**Dataset records**.

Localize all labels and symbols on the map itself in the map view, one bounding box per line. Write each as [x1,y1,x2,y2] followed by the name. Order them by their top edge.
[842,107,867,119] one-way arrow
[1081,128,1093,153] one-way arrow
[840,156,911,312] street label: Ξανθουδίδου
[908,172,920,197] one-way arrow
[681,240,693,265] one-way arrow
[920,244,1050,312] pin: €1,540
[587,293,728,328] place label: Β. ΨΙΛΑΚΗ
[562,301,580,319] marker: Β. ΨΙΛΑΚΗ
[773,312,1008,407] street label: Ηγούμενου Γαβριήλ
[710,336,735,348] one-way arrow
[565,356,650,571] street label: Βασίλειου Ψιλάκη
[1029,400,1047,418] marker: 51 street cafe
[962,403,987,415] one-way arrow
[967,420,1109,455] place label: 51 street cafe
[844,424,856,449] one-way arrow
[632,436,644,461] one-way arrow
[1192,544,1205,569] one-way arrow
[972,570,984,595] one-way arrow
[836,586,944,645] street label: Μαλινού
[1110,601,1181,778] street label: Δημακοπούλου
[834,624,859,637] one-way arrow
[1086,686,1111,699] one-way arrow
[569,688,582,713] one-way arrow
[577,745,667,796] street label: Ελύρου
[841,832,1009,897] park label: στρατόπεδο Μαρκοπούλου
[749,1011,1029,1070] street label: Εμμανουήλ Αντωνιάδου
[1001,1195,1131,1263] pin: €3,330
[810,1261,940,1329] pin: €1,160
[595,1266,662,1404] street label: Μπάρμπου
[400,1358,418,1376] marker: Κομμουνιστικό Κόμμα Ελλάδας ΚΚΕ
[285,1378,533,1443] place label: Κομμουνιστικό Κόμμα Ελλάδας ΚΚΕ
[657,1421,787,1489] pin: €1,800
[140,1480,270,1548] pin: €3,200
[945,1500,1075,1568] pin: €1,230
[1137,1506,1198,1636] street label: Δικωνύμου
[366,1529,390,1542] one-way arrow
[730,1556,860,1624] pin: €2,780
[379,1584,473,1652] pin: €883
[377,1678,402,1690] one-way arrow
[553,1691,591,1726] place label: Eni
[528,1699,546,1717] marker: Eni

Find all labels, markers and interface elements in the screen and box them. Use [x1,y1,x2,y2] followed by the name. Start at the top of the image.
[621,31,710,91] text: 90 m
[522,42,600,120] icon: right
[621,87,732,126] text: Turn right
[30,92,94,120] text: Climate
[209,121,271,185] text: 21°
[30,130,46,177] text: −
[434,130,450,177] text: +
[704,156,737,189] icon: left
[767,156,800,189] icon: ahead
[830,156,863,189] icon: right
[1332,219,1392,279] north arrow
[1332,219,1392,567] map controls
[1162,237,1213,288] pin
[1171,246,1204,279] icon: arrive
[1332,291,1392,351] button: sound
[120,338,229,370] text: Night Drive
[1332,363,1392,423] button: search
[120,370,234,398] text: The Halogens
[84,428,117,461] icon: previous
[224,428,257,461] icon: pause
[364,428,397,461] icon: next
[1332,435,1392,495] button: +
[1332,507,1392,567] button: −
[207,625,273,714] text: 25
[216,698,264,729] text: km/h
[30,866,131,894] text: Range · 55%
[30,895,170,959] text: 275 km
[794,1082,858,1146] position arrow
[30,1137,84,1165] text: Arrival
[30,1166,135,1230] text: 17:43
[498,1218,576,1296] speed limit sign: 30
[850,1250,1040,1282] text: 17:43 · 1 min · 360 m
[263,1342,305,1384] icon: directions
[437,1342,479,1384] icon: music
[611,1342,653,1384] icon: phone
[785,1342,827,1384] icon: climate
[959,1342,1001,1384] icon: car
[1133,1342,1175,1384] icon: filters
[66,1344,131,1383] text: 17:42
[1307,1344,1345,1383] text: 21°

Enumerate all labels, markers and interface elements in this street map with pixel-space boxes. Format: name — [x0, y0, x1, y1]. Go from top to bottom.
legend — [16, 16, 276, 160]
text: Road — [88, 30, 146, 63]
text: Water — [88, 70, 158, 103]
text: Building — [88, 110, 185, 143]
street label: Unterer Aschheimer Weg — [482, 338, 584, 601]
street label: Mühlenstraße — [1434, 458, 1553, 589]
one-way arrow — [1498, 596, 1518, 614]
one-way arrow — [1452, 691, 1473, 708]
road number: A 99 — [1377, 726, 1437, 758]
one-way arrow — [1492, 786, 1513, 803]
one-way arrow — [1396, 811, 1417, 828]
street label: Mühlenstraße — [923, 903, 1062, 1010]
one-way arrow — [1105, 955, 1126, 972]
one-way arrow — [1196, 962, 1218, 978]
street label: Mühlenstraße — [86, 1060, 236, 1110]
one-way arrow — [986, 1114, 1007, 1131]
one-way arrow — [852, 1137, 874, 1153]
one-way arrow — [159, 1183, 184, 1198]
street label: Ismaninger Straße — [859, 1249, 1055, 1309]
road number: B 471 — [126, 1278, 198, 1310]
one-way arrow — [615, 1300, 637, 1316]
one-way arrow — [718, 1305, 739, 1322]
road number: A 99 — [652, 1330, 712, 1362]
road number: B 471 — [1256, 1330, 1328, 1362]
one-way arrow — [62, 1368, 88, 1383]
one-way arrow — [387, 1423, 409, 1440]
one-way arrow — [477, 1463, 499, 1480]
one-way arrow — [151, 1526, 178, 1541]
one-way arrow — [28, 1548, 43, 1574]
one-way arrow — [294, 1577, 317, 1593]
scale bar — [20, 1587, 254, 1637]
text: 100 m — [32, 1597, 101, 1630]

**Instructions for the task**. Return the whole listing exactly.

**Result of the task**.
Localize all labels and symbols on the map itself in the map view, one bounding box per line. Write each as [x1,y1,x2,y2] followed by the name. Order them by their top edge.
[842,107,867,119] one-way arrow
[1081,128,1093,153] one-way arrow
[840,156,911,312] street label: Ξανθουδίδου
[908,172,920,197] one-way arrow
[681,240,693,265] one-way arrow
[920,244,1050,312] pin: €1,540
[587,293,728,328] place label: Β. ΨΙΛΑΚΗ
[562,301,580,319] marker: Β. ΨΙΛΑΚΗ
[773,312,1008,407] street label: Ηγούμενου Γαβριήλ
[710,336,735,348] one-way arrow
[565,356,650,571] street label: Βασίλειου Ψιλάκη
[1029,400,1047,418] marker: 51 street cafe
[962,403,987,415] one-way arrow
[967,420,1109,455] place label: 51 street cafe
[844,424,856,449] one-way arrow
[632,436,644,461] one-way arrow
[1192,544,1205,569] one-way arrow
[972,570,984,595] one-way arrow
[836,586,944,645] street label: Μαλινού
[1110,601,1181,778] street label: Δημακοπούλου
[834,624,859,637] one-way arrow
[1086,686,1111,699] one-way arrow
[569,688,582,713] one-way arrow
[577,745,667,796] street label: Ελύρου
[841,832,1009,897] park label: στρατόπεδο Μαρκοπούλου
[749,1011,1029,1070] street label: Εμμανουήλ Αντωνιάδου
[1001,1195,1131,1263] pin: €3,330
[810,1261,940,1329] pin: €1,160
[595,1266,662,1404] street label: Μπάρμπου
[400,1358,418,1376] marker: Κομμουνιστικό Κόμμα Ελλάδας ΚΚΕ
[285,1378,533,1443] place label: Κομμουνιστικό Κόμμα Ελλάδας ΚΚΕ
[657,1421,787,1489] pin: €1,800
[140,1480,270,1548] pin: €3,200
[945,1500,1075,1568] pin: €1,230
[1137,1506,1198,1636] street label: Δικωνύμου
[366,1529,390,1542] one-way arrow
[730,1556,860,1624] pin: €2,780
[379,1584,473,1652] pin: €883
[377,1678,402,1690] one-way arrow
[553,1691,591,1726] place label: Eni
[528,1699,546,1717] marker: Eni

Find all labels, markers and interface elements in the screen and box them. Use [x1,y1,x2,y2] followed by the name. Start at the top of the image.
[621,31,710,91] text: 90 m
[522,42,600,120] icon: right
[621,87,732,126] text: Turn right
[30,92,94,120] text: Climate
[209,121,271,185] text: 21°
[30,130,46,177] text: −
[434,130,450,177] text: +
[704,156,737,189] icon: left
[767,156,800,189] icon: ahead
[830,156,863,189] icon: right
[1332,219,1392,279] north arrow
[1332,219,1392,567] map controls
[1162,237,1213,288] pin
[1171,246,1204,279] icon: arrive
[1332,291,1392,351] button: sound
[120,338,229,370] text: Night Drive
[1332,363,1392,423] button: search
[120,370,234,398] text: The Halogens
[84,428,117,461] icon: previous
[224,428,257,461] icon: pause
[364,428,397,461] icon: next
[1332,435,1392,495] button: +
[1332,507,1392,567] button: −
[207,625,273,714] text: 25
[216,698,264,729] text: km/h
[30,866,131,894] text: Range · 55%
[30,895,170,959] text: 275 km
[794,1082,858,1146] position arrow
[30,1137,84,1165] text: Arrival
[30,1166,135,1230] text: 17:43
[498,1218,576,1296] speed limit sign: 30
[850,1250,1040,1282] text: 17:43 · 1 min · 360 m
[263,1342,305,1384] icon: directions
[437,1342,479,1384] icon: music
[611,1342,653,1384] icon: phone
[785,1342,827,1384] icon: climate
[959,1342,1001,1384] icon: car
[1133,1342,1175,1384] icon: filters
[66,1344,131,1383] text: 17:42
[1307,1344,1345,1383] text: 21°

Enumerate all labels, markers and interface elements in this street map with pixel-space boxes. Format: name — [x0, y0, x1, y1]. Go from top to bottom.
legend — [16, 16, 276, 160]
text: Road — [88, 30, 146, 63]
text: Water — [88, 70, 158, 103]
text: Building — [88, 110, 185, 143]
street label: Unterer Aschheimer Weg — [482, 338, 584, 601]
street label: Mühlenstraße — [1434, 458, 1553, 589]
one-way arrow — [1498, 596, 1518, 614]
one-way arrow — [1452, 691, 1473, 708]
road number: A 99 — [1377, 726, 1437, 758]
one-way arrow — [1492, 786, 1513, 803]
one-way arrow — [1396, 811, 1417, 828]
street label: Mühlenstraße — [923, 903, 1062, 1010]
one-way arrow — [1105, 955, 1126, 972]
one-way arrow — [1196, 962, 1218, 978]
street label: Mühlenstraße — [86, 1060, 236, 1110]
one-way arrow — [986, 1114, 1007, 1131]
one-way arrow — [852, 1137, 874, 1153]
one-way arrow — [159, 1183, 184, 1198]
street label: Ismaninger Straße — [859, 1249, 1055, 1309]
road number: B 471 — [126, 1278, 198, 1310]
one-way arrow — [615, 1300, 637, 1316]
one-way arrow — [718, 1305, 739, 1322]
road number: A 99 — [652, 1330, 712, 1362]
road number: B 471 — [1256, 1330, 1328, 1362]
one-way arrow — [62, 1368, 88, 1383]
one-way arrow — [387, 1423, 409, 1440]
one-way arrow — [477, 1463, 499, 1480]
one-way arrow — [151, 1526, 178, 1541]
one-way arrow — [28, 1548, 43, 1574]
one-way arrow — [294, 1577, 317, 1593]
scale bar — [20, 1587, 254, 1637]
text: 100 m — [32, 1597, 101, 1630]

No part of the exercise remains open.